The junior coalition party is already credited with winning a delay in the final decision on Trident until after the next general election.
But yesterday Liam Fox announced the steel for the first new nuclear submarine was being ordered - because of the lengthy lead-in time required to ensure it is ready.
Today Dr Fox hardened his position still further by insisting that Britain could not maintain a credible deterrent with only three nuclear submarines, as opposed to the current four.
"If you reduce the number you take an increased risk in your ability to deploy that deterrent at all times," he told BBC Scotland.
"So at the moment the technology says four. That's something that can always be kept under review."
Last autumn saw the Lib Dem conference celebrate its achievement in delaying the 'main gate' decision on Trident until after May 2015.
Many party members are concerned that Dr Fox has pursued the nuclear deterrent regardless, however.
He added: "We are seeing other countries potentially trying to develop nuclear weapons. And we cannot gamble with Britain's future security."

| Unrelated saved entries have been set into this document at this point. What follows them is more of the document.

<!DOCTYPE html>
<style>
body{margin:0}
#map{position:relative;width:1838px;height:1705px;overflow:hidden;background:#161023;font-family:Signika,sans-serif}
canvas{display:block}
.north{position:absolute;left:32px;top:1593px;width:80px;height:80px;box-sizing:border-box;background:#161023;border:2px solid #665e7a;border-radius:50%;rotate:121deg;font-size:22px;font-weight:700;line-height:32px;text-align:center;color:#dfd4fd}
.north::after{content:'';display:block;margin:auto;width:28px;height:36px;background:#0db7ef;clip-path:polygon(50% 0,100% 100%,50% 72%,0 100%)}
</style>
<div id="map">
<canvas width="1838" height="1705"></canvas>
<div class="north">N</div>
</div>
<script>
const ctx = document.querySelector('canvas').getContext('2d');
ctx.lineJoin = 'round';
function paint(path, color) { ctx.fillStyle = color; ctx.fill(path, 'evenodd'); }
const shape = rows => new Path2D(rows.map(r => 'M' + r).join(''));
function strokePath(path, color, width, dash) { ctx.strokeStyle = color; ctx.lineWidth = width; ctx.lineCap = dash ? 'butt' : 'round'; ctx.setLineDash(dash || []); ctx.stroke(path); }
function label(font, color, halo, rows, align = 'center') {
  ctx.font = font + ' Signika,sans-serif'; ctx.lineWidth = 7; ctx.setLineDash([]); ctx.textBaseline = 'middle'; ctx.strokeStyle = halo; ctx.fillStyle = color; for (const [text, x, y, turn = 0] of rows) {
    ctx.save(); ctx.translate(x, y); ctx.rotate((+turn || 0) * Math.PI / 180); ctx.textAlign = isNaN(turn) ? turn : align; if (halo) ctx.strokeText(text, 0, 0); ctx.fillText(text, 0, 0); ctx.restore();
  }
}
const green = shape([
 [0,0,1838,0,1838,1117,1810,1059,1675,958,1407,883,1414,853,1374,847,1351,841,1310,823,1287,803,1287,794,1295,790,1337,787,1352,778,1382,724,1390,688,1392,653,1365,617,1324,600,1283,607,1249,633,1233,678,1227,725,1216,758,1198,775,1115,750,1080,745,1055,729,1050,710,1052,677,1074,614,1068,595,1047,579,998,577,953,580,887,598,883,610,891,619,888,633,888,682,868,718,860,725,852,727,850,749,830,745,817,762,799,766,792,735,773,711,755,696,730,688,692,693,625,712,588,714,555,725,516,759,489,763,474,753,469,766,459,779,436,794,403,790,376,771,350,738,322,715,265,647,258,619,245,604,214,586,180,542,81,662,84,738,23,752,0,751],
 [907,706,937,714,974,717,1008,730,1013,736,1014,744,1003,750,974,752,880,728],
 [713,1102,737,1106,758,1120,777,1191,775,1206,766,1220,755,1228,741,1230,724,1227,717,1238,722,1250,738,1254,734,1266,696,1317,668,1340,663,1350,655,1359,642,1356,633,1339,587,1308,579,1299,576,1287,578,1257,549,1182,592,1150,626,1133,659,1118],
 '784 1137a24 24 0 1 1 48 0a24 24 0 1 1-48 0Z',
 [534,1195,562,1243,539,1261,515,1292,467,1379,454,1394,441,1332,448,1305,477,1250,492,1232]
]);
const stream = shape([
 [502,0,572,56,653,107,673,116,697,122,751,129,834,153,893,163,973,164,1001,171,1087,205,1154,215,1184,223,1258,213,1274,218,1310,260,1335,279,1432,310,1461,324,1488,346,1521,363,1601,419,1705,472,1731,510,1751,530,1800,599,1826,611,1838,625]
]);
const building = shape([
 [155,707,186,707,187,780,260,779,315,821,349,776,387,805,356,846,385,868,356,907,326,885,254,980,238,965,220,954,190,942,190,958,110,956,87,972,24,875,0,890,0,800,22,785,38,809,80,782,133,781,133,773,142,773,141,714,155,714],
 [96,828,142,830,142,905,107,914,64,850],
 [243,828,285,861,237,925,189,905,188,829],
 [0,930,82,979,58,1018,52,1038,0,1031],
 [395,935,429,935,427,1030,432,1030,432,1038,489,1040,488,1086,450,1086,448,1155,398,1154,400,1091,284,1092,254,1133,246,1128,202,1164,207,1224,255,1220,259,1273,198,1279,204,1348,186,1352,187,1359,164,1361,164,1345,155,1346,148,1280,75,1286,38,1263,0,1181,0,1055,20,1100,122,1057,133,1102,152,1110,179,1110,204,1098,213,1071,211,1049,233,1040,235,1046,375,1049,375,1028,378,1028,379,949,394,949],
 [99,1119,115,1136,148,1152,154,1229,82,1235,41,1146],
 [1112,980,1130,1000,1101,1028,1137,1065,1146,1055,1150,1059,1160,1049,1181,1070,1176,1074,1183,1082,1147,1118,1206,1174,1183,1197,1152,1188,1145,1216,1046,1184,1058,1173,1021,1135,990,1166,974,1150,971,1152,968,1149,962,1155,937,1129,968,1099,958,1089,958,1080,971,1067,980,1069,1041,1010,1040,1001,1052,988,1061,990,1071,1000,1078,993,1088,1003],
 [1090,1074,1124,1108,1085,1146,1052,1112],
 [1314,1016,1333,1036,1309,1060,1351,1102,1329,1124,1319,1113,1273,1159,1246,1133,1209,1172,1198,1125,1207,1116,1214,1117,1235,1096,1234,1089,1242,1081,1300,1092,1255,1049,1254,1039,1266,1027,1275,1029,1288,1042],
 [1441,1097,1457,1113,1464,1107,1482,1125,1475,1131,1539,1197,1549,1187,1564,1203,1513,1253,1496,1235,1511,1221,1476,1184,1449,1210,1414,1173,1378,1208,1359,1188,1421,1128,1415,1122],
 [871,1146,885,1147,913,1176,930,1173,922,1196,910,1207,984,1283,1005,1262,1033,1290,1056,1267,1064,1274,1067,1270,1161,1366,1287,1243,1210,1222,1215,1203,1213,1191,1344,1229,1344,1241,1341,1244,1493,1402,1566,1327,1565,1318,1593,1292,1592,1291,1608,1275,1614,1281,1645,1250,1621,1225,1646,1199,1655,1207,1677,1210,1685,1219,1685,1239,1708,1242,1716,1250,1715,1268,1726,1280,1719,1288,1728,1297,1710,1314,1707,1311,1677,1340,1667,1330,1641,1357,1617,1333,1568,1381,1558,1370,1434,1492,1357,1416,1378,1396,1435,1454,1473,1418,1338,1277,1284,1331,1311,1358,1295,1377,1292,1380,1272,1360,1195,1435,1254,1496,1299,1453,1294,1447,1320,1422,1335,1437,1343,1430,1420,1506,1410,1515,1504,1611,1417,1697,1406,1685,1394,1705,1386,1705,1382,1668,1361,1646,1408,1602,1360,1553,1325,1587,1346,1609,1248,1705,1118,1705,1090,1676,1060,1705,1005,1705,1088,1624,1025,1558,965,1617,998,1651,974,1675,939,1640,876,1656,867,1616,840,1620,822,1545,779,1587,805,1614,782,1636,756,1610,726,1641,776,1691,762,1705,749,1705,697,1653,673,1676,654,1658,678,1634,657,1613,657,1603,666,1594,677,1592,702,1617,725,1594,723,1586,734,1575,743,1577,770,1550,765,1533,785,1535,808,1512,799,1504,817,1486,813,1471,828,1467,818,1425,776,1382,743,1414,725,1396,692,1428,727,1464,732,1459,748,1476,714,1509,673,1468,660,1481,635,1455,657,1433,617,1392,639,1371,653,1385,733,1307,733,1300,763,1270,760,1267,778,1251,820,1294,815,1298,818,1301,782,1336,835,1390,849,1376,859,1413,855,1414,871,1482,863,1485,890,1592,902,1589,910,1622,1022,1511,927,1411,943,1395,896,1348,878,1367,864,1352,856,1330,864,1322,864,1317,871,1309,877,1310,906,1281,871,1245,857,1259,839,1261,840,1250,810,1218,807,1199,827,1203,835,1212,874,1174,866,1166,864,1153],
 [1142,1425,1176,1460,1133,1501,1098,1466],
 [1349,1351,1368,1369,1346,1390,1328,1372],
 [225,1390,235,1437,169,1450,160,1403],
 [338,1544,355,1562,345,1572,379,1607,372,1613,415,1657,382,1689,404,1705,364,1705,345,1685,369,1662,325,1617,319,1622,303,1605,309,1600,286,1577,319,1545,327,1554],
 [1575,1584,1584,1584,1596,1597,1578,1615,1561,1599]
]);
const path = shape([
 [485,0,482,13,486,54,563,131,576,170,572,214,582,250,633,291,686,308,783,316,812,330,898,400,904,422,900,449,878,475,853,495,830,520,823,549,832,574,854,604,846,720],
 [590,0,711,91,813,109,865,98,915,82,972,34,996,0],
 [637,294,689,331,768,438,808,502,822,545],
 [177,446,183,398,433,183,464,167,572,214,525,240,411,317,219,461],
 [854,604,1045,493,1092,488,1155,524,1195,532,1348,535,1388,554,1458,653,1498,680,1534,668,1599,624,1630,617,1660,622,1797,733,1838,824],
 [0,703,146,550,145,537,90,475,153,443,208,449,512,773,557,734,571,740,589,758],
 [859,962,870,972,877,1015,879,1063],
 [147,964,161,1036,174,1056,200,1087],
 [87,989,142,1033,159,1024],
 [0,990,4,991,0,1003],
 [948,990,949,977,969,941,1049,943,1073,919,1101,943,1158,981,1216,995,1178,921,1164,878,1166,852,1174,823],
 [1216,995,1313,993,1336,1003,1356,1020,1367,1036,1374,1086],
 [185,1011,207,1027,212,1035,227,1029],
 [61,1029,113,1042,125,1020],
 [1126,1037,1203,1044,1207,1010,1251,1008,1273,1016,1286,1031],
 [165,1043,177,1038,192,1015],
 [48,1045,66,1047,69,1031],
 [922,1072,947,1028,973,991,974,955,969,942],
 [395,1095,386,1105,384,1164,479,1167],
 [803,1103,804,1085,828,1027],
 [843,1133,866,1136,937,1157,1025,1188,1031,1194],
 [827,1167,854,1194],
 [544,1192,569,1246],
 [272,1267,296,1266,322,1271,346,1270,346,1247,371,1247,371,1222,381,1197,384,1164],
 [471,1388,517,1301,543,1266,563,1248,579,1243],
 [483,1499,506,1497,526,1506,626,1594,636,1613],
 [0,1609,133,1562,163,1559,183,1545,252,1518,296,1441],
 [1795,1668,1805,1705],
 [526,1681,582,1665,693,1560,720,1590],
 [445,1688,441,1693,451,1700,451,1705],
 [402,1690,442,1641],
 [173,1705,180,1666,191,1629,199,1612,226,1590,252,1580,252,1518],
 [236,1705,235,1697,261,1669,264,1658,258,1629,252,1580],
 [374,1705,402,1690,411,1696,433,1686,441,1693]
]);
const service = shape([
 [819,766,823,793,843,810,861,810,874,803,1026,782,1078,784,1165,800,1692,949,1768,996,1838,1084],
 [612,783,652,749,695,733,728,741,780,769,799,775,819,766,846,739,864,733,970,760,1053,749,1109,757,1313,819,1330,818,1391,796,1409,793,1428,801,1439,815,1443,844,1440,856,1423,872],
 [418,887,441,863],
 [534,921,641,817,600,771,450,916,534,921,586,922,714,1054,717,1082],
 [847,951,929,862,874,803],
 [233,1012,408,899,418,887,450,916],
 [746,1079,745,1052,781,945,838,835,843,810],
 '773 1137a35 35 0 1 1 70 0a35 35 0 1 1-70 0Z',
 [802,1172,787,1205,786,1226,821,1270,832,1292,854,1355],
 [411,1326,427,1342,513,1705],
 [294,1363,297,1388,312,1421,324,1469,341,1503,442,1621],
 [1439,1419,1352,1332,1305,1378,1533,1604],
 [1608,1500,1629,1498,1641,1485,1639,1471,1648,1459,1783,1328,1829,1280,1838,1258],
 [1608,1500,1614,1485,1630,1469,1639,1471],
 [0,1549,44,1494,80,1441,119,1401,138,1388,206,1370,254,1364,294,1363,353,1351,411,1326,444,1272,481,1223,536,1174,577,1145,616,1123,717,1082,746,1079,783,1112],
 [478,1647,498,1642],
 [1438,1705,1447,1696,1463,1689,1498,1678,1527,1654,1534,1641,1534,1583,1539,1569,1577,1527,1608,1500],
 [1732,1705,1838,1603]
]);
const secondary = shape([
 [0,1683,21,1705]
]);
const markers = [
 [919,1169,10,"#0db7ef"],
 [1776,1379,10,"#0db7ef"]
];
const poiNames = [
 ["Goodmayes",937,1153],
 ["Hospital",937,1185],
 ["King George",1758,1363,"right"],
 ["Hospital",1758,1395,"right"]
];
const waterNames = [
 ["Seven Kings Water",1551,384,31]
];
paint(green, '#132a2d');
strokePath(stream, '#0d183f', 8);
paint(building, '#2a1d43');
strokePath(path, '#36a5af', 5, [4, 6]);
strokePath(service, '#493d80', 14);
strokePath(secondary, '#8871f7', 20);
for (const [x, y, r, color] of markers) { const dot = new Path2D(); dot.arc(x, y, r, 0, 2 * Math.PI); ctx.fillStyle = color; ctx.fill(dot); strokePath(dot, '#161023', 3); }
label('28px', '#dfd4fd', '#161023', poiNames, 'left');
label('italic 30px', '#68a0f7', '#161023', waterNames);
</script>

His behaviour is prompting speculation from a number of quarters. Kate Hudson, general secretary of the Campaign for Nuclear Disarmament, fuelled Lib Dem fears by writing on the Lib Dem Voice blog: "It seems like a piece of double-dealing of the worst sort - that the government is saying one thing and doing another, pulling the wool over the eyes not only of the public, but of its Liberal Democrat supporters."
She suggested an alternative motive might be the Ministry of Defence "pursuing its own track, irrespective of the political agreement and process set out by the coalition government".
Lib Dems like Tom Brake have already begun expressing alarm. Mr Brake told the Evening Standard that the decision to order the super-strength steel yesterday was a "false start" and that Dr Fox had "jumped the gun".
"Clearly there is a commitment on behalf of the government to assess the value for money of the Trident replacement programme," he told the Evening Standard.
"This has got to happen before components of the system are being purchased."
Conservative backbenchers firmly approve of Dr Fox's actions, however.
Patrick Mercer told the same news newspaper: "This is a clear indication that he will not be distracted from his course from those who would be happy to leave the nation open to attack."